Sa capacité à prendre la balle tôt, oser, jouer près des lignes, donc beaucoup d’audace. Accepter de rester calme quand c’est difficile, comme le font les plus grands joueurs. Evidemment, servir un peu plus fort et avoir un meilleur pourcentage au service. Il n’est pas très grand pour le jeu moderne donc ne pourra jamais faire 70% de premières en servant à 200km/h. C’est pour ça qu’il doit être intelligent par rapport au changement d’effet et aux variations de zones au service. Je le vois au très haut niveau en prenant la balle très tôt, comme peuvent le faire Alcaraz, Sinner.

 

Compte tenu de tous les tournois auxquels Harold a participé cette année, si c'était à refaire, feriez-vous les mêmes choix de programmation pour lui ?

Non. Il souhaite rajouter des tournois pour se mettre en confiance. Mais comme tous les joueurs, il a besoin de périodes de développement de son jeu et de son physique, des périodes de tournois et s’accorder des périodes de repos. L’année prochaine il va me faire confiance sur la programmation, alors qu’avant c’était plus lui le leader, je ne voulais pas l’empêcher de jouer. Mais là, en arrivant proche des cent premiers, il doit avoir une programmation plus cohérente avec des points forts et grands objectifs : les Grands Chelems. Et aussi des périodes de repos et de développement.

 

Comment s’organisera son programme en 2025, plus de qualifications aux ATP 250, plus de Challengers ?

J’espère des tableaux finals de Grand Chelem, des Masters 1000, les qualifications pour le moment. Peut-être aussi des Challengers parce qu’il a fait des finales mais ne les a jamais gagnés, donc gagner son premier Challenger est un défi intéressant.

 

"Les wild-cards, il ne faut jamais compter dessus"

Harold va peut-être disputer l’Open d’Australie dans les qualifications mais vous devez conserver cet espoir de la wild-card offerte à un joueur français à Melbourne avec le partenariat entre les tournois (Grands Chelems).

Il y a cette possibilité. Mais je pense qu'il ne faut jamais compter sur les wild-cards, qui arrivent au dernier moment. S’il doit faire les qualifications, il les fera sans souci.

 

L’objectif est de prendre beaucoup de repos avant la saison 2025 ? Ça commence à être difficile d’enchaîner chaque semaine...
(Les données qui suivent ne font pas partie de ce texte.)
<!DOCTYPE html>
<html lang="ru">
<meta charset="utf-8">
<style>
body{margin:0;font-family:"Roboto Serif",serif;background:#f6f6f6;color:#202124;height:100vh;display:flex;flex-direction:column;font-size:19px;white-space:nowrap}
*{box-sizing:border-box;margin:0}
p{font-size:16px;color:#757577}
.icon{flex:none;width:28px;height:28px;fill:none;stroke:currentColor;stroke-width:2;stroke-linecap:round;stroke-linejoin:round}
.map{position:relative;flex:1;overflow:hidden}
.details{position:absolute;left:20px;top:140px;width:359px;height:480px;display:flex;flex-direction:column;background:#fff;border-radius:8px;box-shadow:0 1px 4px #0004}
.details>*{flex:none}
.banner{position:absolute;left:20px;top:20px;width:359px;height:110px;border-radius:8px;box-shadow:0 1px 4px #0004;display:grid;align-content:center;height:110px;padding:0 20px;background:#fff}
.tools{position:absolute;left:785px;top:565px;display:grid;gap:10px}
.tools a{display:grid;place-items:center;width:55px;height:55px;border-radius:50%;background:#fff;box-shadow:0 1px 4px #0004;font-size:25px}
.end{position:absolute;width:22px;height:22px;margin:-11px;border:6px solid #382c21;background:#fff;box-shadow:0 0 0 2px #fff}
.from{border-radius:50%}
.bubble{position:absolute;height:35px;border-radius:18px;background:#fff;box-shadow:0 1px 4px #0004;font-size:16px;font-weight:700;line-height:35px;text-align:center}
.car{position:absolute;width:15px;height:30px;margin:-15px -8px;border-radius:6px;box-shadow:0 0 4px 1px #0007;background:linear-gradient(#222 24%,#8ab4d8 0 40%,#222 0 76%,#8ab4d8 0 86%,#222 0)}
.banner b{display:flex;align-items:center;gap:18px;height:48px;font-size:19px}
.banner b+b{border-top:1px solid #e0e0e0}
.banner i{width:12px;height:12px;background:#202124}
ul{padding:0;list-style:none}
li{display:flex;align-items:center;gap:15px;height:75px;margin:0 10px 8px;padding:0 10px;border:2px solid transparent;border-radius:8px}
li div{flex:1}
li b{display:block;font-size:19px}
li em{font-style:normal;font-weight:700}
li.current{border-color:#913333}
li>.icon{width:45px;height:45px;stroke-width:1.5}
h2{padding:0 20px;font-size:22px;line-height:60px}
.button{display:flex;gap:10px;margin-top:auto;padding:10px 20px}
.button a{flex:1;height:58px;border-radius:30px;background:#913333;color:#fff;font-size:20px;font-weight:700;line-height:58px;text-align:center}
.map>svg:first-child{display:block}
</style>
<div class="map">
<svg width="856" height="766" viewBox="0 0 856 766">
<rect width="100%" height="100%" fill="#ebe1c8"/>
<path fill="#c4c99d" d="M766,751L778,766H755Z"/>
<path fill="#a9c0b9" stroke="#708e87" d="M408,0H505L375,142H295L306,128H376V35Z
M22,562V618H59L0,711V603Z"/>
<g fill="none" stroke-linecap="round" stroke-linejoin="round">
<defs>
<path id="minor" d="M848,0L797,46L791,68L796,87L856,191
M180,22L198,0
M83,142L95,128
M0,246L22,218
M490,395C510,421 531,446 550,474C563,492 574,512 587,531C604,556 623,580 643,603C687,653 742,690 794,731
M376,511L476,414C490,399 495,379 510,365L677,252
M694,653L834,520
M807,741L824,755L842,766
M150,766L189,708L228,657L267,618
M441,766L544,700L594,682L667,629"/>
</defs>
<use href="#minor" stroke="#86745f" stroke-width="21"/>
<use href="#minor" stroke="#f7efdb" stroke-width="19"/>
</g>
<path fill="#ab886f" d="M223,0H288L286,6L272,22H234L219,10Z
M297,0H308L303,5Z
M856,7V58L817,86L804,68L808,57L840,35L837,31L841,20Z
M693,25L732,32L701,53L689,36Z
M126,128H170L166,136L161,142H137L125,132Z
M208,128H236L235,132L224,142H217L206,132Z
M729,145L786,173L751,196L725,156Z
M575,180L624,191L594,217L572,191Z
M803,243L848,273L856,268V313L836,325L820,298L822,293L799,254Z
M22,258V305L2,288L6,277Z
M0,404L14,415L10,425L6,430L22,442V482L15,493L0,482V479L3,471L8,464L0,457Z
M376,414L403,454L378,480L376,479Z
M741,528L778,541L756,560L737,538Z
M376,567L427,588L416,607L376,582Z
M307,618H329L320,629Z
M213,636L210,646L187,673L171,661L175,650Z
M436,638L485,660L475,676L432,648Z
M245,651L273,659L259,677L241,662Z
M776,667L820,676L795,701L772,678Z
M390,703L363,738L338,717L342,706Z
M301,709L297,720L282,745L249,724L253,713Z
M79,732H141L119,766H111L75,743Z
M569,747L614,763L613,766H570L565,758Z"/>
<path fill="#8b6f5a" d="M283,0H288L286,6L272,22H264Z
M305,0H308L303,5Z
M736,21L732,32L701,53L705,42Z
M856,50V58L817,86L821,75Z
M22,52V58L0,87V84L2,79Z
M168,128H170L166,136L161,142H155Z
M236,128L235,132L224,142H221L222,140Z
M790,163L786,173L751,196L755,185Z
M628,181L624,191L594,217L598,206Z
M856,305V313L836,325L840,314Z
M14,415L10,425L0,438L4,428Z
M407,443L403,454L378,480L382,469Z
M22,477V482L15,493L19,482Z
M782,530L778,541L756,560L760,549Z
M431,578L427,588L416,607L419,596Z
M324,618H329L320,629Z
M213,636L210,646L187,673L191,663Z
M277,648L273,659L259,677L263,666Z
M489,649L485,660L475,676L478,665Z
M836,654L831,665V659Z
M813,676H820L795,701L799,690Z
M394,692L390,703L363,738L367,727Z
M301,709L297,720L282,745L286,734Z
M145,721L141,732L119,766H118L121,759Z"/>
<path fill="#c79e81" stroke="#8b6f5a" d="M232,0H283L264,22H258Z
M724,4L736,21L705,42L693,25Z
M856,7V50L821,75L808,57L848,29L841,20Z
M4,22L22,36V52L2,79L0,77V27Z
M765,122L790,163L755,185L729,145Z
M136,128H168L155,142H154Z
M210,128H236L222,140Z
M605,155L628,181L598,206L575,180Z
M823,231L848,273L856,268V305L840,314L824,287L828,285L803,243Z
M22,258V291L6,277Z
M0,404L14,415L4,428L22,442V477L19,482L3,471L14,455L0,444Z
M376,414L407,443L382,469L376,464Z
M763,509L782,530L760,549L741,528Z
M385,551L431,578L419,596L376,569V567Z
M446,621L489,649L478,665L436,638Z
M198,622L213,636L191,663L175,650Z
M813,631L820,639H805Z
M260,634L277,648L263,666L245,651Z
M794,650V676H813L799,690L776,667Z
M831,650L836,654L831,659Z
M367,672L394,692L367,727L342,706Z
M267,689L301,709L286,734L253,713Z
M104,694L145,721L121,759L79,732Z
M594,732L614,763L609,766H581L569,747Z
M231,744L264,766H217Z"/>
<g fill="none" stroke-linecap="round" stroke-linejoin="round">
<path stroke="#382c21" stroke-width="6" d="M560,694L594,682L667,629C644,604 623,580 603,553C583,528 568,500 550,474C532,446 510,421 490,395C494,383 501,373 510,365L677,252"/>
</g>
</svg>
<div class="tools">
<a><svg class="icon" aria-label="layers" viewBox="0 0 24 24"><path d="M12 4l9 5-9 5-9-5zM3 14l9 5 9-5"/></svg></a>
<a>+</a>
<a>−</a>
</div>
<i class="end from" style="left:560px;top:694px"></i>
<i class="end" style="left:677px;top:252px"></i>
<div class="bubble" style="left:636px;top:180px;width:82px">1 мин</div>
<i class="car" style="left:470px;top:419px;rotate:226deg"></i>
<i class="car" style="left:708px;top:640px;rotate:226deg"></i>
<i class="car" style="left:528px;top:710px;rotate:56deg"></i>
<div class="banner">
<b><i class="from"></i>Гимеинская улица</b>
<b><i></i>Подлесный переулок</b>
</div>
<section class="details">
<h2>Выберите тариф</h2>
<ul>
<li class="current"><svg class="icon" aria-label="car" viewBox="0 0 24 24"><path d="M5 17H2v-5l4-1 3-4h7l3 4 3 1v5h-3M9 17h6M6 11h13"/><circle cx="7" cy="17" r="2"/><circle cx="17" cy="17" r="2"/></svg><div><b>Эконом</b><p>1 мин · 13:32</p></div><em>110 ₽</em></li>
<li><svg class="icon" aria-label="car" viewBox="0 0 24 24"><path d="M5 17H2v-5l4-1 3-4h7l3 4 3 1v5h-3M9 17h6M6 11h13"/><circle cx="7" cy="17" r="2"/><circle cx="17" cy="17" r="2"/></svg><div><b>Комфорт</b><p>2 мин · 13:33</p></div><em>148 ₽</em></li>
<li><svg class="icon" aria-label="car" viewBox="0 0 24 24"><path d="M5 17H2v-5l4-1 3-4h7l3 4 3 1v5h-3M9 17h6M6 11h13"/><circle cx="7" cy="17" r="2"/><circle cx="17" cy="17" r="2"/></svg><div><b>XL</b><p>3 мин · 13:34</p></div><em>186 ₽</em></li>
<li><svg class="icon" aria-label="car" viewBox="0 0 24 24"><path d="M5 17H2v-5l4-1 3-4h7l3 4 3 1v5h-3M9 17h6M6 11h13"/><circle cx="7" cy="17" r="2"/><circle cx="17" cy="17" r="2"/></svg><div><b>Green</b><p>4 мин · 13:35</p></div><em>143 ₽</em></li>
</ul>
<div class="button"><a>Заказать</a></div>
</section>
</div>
C’est 15 jours de repos après son dernier tournoi et ensuite une période de trois semaines, un mois d’entrainement. On va commencer le premier tournoi de l’année très tôt, probablement au Challenger de Nouméa (29 décembre - 4 janvier).

 

"On a une belle aventure devant nous"

Vous partez avec lui sur chaque tournoi ou se retrouve-t-il seul sur certaines semaines ?

Il va avoir beaucoup de semaines avec moi mais aussi des semaines avec le préparateur mental, Sylvain Guyomarc’h, avec lequel il passera du temps, parce que c’est en passant du temps, et à l’entrainement, et dans les tournois qu’il va développer ses capacités mentales.

 

Comment décrivez-vous votre relation aujourd'hui, après trois saisons de travail ensemble ?

Elle est très belle. J'ai entraîné beaucoup de joueurs, j'ai eu des très belles relations mais celle-ci fait vraiment partie de mes plus belles relations. Au début, il était très jeune, et assez difficile. Un caractère assez fort. Mais il me fait confiance, la confiance est réciproque, et si on ne travaillait pas ensemble dans le tennis, on serait quand même amis. Cette relation... J'adore partir avec lui, j'adore passer du temps avec lui. J'adore le respect qu'on a l'un pour l'autre, donc j'espère qu'on va continuer ensemble parce qu'on a une belle aventure devant nous.